_Problem description_
Wherever a line in the material contains the word "rooms", copy that line.

_Information given_

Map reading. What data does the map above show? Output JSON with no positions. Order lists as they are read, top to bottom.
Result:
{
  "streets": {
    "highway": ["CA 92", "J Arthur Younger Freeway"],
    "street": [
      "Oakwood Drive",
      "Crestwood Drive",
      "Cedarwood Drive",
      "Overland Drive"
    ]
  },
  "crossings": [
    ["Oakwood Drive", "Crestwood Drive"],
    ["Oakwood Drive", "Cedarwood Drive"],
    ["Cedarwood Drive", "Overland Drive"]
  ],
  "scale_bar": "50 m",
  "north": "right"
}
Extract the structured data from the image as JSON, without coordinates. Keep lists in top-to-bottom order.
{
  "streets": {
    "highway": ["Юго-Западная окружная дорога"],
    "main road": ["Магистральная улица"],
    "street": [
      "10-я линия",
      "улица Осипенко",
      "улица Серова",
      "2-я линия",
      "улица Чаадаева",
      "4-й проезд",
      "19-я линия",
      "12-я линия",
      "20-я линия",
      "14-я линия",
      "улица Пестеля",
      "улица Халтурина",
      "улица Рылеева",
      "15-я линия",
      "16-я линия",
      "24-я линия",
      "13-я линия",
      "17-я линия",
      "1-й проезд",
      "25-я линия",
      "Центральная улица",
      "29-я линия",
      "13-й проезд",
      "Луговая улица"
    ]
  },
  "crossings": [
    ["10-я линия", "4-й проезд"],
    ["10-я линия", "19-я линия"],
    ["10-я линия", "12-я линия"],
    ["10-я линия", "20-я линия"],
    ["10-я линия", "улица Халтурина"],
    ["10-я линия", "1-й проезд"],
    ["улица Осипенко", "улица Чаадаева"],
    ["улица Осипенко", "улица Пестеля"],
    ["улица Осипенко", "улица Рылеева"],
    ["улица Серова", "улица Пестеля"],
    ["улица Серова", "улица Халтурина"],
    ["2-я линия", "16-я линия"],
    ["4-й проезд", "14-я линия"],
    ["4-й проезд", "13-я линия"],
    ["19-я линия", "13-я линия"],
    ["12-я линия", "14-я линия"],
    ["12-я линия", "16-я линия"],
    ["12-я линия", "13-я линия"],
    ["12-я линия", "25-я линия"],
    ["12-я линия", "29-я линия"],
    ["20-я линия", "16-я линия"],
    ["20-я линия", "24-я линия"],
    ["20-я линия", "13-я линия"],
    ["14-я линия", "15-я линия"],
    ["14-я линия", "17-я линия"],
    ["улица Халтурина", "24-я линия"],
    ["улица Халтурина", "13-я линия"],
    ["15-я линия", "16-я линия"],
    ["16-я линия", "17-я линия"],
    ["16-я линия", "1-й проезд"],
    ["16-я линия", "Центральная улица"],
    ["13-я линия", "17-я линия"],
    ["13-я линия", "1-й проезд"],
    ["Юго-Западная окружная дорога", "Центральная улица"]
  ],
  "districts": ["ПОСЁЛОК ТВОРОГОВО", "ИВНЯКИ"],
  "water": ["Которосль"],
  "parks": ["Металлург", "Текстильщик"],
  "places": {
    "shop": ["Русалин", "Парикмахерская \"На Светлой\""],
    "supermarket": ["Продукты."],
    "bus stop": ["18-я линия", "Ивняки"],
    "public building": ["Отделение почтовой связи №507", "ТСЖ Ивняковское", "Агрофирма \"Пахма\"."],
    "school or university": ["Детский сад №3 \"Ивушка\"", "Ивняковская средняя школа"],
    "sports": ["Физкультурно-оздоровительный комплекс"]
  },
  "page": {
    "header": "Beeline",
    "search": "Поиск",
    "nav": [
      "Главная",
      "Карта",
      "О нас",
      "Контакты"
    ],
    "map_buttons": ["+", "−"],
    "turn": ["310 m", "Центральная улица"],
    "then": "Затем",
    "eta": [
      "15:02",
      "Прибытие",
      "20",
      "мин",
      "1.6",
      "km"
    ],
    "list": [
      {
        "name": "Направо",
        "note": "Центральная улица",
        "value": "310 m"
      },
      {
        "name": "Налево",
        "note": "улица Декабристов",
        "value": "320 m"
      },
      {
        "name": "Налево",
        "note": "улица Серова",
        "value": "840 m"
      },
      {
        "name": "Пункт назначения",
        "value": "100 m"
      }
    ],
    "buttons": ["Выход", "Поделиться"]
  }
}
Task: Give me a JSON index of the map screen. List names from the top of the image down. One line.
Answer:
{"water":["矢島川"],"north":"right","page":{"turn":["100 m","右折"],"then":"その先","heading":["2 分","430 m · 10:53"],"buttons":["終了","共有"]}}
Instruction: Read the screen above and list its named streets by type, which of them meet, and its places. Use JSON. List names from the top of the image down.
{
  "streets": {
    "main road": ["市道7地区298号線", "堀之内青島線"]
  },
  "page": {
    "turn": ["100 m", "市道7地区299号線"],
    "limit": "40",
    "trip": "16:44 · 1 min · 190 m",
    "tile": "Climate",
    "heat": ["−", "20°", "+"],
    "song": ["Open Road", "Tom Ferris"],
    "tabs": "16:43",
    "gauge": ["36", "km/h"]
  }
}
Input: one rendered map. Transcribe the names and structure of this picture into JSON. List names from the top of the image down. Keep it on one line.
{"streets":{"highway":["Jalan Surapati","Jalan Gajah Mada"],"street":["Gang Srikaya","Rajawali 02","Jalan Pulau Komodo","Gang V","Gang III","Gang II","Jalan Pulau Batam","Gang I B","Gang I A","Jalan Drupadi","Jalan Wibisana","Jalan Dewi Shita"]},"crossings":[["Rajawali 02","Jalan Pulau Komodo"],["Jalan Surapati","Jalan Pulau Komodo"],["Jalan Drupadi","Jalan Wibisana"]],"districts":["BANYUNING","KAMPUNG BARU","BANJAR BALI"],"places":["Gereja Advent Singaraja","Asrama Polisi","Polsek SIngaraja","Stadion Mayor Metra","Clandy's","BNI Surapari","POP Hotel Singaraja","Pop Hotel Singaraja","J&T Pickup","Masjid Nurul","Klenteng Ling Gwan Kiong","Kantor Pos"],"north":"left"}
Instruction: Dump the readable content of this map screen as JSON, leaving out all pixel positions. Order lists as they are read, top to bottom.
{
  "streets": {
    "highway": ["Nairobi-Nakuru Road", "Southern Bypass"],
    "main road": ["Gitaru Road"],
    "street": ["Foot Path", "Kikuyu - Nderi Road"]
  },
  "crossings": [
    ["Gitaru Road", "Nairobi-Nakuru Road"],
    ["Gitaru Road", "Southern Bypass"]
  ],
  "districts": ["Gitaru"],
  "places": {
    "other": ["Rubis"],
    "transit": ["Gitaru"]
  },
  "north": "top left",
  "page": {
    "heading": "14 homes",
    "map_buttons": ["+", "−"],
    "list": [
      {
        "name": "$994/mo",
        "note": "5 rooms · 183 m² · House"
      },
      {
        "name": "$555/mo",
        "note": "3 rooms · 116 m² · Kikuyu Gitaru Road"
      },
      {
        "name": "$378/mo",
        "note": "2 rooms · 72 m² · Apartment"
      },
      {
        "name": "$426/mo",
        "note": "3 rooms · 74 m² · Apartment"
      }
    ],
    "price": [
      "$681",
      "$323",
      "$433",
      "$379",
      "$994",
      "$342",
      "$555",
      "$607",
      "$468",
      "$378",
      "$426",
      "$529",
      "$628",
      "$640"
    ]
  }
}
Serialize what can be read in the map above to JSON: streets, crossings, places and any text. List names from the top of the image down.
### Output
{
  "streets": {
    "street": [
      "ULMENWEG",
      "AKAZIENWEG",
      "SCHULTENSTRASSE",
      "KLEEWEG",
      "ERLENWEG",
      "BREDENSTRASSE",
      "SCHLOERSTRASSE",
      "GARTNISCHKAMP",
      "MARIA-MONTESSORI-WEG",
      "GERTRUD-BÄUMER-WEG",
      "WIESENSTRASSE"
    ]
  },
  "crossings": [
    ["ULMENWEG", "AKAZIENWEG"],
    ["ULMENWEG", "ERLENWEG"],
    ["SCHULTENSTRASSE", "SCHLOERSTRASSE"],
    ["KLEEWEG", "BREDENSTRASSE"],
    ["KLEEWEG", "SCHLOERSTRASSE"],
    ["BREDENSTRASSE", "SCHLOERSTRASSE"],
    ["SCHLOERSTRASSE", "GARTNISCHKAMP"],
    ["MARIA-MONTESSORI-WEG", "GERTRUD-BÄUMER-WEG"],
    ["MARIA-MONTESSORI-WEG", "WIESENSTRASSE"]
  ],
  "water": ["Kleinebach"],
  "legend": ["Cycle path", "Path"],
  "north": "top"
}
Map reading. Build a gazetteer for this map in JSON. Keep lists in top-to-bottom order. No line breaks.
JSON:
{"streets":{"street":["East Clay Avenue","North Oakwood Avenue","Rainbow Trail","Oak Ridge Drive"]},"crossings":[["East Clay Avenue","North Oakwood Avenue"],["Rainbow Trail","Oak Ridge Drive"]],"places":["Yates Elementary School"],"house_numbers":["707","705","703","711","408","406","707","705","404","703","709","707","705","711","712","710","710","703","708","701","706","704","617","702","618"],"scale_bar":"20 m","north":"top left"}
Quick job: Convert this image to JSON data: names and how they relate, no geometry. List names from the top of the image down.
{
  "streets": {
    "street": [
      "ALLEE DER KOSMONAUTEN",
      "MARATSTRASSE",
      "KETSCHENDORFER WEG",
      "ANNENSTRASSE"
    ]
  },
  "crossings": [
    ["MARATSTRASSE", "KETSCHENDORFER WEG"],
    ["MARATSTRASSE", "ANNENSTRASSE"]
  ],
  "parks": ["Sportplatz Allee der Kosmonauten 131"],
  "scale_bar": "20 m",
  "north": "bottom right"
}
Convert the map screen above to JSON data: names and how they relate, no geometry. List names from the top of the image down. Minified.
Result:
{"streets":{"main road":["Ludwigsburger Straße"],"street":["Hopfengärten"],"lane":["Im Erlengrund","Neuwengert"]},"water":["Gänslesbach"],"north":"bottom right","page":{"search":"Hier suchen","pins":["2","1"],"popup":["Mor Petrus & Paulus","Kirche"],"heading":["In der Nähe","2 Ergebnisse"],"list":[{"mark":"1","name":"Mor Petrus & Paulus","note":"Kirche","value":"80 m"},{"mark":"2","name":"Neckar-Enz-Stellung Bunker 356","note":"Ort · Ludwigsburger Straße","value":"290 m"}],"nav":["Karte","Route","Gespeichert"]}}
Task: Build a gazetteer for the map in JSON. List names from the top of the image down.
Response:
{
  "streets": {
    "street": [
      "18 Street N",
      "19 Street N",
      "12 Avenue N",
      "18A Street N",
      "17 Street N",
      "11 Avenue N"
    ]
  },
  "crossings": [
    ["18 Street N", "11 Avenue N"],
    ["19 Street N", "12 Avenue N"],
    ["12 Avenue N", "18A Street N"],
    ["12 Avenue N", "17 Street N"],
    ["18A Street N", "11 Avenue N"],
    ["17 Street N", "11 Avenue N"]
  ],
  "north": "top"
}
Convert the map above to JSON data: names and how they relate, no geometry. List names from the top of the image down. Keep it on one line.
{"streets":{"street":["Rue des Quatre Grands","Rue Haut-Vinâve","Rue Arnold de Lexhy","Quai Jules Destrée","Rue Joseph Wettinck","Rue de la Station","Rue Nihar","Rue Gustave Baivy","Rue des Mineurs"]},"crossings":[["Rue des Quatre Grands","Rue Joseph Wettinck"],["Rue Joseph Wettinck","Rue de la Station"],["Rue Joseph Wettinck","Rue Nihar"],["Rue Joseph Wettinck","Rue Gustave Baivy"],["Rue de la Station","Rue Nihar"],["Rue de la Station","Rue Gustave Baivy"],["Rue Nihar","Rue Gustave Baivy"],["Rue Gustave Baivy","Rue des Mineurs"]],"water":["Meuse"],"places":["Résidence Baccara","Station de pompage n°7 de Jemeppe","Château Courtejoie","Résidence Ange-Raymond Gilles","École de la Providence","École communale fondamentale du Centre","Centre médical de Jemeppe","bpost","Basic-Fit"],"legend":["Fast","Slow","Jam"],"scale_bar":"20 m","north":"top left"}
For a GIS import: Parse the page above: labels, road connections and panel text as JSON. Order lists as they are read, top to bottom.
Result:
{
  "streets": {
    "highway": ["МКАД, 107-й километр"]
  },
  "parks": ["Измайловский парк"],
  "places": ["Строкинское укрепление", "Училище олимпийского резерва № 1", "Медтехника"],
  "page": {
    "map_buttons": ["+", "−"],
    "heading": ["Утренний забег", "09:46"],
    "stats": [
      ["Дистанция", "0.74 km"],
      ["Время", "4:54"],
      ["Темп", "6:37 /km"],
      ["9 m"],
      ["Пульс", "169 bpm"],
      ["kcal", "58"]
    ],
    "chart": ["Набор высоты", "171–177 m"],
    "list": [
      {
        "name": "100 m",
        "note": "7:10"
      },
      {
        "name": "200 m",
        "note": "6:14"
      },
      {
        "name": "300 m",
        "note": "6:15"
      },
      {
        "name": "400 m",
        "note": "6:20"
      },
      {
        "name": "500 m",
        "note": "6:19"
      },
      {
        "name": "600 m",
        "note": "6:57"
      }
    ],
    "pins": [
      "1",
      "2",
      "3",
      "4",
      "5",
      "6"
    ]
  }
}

_Response area_
        "note": "5 rooms · 183 m² · House"
        "note": "3 rooms · 116 m² · Kikuyu Gitaru Road"
        "note": "2 rooms · 72 m² · Apartment"
        "note": "3 rooms · 74 m² · Apartment"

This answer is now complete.